The producer of the new show, Michael Mann, was looking for ideas for screenplays that summer as filming had already commenced on the first season. Then he heard "Smuggler's Blues," especially the premise of the song and a phone call went out. Paul Michael Glasser, most famous for playing Starsky on the 1970s hit television cop drama Starksy And Hutch, was asked to direct the episode and Miguel Pinero, who made an amazing impression on the show as drug kingpin Esteban Calderone, was asked to write the script off of the song and the music video's premise.

And starring in the role of helping Detectives Crockett (Johnson) and Tubbs (Thomas) in the episode? None other than the man who co-wrote the song himself, Glenn Frey. Frey is a pilot who is asked by Crockett and Tubbs to fly them down to South America portraying drug smugglers, trying to solve the mystery as to why drug informants are being shot and killed.

The episode, the 15th episode of the show -- called "Smuggler's Blues," no less -- made its network debut on NBC on February 1, 1985. Frey's appearance and the episode itself had a high rating that particular week.

By now, though, MCA had stopped releasing songs from Frey's album as "The Allnighter" was nothing more than a No. 54 single. However, the positive reaction from that one episode of the top-rated new TV show gave the record label encouragement. Over a month and a half after that episode appeared, MCA finally released "Smuggler's Blues," the song.

And on the Billboard Hot 100 chart of April 6, 1985, "Smuggler's Blues" debuted at No. 74. After a jump to No. 61 the next week, "Smuggler's Blues" was up to No. 49. Then it went up to No. 42 the next week.

Then on the week of May 4, 1985, "Smuggler's Blues" made the highest Top 40 debut of the week at No. 38. From there, the song made modest moves up the chart all throughout the spring -- from No. 38 to No. 33 to No. 28 to No. 23 to No. 18 to No. 14, where it would hold for two straight weeks. It slowed down, but then moved to No. 12 the week of June 22, 1985. One year and three days after the album "The Allnighter" was released, "Smuggler's Blues" had hit its highest points on the singles chart, peaking at No. 12, before falling back the next week.

Ultimately, "Smuggler's Blues" would make its way to another vehicle musically -- the Miami Vice soundtrack album later in 1985 where the album hit No. 1 and stayed at the top for nine weeks.

The song became a success, even if it didn't hit the Top 10. It also became one of Frey's most popular songs as a solo performer and from time to time, he'd perform the song in concert when his old group, The Eagles, reunited in 1994.

They would still do the song in concert for years until Frey fell ill in late 2015. On January 18, 2016, Frey passed away after battling rheumatoid arthritis for years.
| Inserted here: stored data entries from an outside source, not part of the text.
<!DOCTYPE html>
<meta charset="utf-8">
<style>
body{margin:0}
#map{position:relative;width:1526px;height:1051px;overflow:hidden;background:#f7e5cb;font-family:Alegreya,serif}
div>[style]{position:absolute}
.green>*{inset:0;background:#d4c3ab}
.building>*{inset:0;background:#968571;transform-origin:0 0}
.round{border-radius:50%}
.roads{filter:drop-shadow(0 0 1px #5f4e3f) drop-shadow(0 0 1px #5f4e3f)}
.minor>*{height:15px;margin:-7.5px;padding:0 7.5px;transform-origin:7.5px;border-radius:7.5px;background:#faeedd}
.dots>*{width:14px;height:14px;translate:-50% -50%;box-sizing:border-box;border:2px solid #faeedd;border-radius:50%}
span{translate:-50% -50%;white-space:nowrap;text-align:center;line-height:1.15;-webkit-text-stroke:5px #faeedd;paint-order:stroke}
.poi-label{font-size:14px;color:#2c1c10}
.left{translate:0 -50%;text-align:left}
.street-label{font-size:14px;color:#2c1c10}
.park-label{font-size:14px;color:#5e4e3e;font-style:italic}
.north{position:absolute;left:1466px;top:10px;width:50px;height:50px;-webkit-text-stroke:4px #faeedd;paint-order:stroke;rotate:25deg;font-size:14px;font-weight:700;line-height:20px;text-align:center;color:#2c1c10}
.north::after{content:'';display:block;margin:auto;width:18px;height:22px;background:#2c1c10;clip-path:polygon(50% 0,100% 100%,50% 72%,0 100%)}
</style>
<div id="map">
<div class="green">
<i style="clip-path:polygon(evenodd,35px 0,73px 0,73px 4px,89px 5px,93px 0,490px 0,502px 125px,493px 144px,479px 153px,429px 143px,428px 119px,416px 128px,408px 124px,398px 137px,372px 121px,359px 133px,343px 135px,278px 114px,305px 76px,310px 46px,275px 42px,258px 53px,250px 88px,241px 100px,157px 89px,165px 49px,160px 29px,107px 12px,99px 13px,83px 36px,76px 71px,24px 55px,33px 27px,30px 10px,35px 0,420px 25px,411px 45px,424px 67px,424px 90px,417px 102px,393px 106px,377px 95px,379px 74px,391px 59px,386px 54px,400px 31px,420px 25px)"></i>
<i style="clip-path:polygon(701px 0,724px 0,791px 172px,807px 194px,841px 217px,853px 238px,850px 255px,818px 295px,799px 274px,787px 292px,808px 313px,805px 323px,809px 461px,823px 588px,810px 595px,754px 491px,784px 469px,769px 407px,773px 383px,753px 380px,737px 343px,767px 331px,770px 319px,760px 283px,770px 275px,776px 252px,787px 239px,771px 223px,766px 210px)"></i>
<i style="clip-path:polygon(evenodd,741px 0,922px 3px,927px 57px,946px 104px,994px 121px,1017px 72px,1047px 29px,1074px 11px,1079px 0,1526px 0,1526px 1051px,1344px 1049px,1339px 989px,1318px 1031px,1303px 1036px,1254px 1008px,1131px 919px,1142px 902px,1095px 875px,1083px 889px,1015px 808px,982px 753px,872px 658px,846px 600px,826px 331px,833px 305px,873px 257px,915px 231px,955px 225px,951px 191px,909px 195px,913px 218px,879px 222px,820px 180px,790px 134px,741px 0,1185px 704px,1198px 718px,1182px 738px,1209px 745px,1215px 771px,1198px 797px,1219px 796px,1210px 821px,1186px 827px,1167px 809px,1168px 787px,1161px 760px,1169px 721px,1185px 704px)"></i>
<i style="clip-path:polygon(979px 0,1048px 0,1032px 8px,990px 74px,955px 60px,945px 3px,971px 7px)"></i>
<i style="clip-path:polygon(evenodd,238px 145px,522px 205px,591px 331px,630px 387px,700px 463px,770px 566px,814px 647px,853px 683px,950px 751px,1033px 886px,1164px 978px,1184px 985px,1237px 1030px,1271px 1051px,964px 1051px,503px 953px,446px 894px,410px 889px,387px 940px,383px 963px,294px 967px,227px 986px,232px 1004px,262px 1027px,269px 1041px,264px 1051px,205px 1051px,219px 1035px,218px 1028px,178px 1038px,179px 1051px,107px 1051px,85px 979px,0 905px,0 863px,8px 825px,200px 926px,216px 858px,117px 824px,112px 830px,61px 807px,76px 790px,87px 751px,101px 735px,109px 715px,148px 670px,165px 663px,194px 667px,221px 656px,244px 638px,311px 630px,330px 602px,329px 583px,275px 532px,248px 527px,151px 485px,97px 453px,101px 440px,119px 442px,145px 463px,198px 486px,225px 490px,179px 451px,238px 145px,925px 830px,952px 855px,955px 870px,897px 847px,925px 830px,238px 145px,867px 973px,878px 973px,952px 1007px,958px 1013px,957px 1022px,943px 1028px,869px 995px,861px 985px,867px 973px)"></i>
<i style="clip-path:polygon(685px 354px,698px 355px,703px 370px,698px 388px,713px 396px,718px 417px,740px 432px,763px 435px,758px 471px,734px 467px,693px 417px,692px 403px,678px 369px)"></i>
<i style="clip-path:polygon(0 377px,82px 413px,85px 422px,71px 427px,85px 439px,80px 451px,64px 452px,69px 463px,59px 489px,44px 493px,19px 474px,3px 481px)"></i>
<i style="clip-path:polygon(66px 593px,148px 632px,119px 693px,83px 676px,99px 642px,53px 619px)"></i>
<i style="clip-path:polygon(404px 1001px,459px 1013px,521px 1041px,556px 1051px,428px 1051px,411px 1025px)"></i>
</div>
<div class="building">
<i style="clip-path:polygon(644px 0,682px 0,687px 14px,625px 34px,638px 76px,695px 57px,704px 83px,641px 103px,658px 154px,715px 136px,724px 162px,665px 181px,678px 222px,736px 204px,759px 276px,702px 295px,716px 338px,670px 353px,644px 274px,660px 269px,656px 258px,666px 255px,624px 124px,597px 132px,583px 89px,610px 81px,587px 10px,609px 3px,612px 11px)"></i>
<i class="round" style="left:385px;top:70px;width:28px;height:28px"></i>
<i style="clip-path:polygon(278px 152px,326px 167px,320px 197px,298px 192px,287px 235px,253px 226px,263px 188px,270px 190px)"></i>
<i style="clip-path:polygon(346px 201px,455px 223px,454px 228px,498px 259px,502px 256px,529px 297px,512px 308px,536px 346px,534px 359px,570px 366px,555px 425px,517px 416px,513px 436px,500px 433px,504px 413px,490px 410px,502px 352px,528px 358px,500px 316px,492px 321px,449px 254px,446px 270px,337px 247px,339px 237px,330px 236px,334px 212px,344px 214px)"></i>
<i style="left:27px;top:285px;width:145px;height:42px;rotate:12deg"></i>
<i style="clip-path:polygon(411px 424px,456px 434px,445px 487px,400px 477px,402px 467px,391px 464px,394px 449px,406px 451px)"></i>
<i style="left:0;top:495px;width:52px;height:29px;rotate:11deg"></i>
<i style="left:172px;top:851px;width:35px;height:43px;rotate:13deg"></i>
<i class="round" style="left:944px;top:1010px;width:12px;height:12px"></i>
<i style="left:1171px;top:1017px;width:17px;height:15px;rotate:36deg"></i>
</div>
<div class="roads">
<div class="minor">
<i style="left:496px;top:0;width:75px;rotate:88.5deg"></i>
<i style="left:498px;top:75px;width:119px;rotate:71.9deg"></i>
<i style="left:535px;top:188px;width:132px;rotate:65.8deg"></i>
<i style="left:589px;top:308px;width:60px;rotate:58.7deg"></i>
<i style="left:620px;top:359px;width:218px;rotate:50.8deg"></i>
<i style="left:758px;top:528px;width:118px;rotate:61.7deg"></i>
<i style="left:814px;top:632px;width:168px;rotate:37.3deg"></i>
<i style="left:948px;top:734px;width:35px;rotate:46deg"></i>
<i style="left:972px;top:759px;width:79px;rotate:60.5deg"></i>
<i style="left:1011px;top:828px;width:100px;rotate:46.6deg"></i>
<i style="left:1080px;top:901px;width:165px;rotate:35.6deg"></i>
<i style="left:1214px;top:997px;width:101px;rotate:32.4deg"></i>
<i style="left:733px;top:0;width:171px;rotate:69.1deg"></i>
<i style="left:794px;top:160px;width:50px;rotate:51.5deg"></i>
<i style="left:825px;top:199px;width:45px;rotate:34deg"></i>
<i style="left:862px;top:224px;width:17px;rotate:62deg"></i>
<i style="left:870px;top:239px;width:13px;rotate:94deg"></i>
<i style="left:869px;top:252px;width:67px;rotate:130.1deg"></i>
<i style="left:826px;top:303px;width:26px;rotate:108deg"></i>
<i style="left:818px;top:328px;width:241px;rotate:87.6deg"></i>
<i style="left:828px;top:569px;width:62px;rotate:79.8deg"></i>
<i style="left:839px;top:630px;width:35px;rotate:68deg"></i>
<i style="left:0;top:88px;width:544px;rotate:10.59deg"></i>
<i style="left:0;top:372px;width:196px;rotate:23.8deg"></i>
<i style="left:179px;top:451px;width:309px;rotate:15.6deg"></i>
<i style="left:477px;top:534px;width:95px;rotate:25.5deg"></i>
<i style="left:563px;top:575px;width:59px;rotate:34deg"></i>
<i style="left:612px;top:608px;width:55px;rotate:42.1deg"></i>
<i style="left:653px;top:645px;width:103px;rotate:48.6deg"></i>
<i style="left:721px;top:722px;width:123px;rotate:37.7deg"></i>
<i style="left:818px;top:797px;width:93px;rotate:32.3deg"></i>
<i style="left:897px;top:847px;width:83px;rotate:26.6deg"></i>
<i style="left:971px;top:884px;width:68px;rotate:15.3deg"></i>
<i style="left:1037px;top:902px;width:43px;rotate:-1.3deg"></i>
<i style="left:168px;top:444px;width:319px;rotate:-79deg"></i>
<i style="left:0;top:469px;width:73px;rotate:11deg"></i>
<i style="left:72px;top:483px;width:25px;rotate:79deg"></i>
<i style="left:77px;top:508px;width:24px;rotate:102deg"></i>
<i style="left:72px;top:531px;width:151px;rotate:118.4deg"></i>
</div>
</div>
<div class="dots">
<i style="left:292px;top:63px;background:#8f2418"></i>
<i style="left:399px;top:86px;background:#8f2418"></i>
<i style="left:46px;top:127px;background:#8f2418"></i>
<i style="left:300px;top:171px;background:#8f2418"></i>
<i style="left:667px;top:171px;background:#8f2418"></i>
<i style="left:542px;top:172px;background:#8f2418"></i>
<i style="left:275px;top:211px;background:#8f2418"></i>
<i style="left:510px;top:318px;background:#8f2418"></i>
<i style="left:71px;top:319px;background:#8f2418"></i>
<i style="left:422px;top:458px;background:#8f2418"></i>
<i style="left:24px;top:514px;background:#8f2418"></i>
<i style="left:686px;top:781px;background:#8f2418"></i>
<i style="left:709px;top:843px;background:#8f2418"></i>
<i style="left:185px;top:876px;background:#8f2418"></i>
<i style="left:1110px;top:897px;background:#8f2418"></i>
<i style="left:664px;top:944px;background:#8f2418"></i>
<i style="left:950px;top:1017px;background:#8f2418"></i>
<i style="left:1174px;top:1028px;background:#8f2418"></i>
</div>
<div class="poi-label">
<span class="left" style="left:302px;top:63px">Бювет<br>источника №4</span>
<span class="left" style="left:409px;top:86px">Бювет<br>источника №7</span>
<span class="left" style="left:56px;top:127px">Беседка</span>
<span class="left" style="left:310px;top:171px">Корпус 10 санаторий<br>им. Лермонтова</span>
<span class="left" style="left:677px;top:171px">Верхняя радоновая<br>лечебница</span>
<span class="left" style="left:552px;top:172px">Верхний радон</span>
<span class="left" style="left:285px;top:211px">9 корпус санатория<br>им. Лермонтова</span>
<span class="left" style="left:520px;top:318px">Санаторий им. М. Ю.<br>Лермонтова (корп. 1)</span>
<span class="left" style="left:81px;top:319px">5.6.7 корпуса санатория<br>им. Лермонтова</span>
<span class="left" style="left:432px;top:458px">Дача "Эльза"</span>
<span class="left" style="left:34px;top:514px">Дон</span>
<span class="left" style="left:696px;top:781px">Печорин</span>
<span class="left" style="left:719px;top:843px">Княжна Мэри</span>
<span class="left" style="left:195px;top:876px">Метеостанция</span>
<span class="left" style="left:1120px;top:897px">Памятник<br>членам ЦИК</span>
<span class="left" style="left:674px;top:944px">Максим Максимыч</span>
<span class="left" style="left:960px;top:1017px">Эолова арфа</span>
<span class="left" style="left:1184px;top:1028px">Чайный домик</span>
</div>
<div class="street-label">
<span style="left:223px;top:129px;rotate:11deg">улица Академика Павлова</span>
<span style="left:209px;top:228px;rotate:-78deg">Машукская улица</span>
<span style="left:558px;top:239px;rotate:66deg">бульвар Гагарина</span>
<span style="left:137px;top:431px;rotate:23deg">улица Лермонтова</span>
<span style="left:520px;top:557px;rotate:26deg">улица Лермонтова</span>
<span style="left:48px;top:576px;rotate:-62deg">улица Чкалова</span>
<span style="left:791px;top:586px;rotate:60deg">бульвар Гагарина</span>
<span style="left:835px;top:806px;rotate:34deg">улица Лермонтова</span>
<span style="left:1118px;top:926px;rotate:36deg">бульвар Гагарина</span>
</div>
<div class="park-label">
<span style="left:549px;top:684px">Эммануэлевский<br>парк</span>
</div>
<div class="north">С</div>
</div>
The medication he was taking for it, unfortunately and reportedly, was causing Frey to contract acute ulcerative colitis. He had gastrointestinal tract surgery done, but it led to him getting pneumonia. Frey was 67 years old. Soon after, the rest of his bandmates in the Eagles performed a tribute to Frey at The Grammys show and bandmate Don Henley would say after that to BBC radio, "I don't think you'll see us performing again."

"Smuggler's Blues" remain as a favorite hit by a solo Eagles member.

And a year after the album's release -- one that saw it all but quit having singles from it -- "Smuggler's Blues" became a hit ... after it became a successful music video and the basis for an episode on a fast-rising television series.

Not a whole lot of artists can say that about their own material.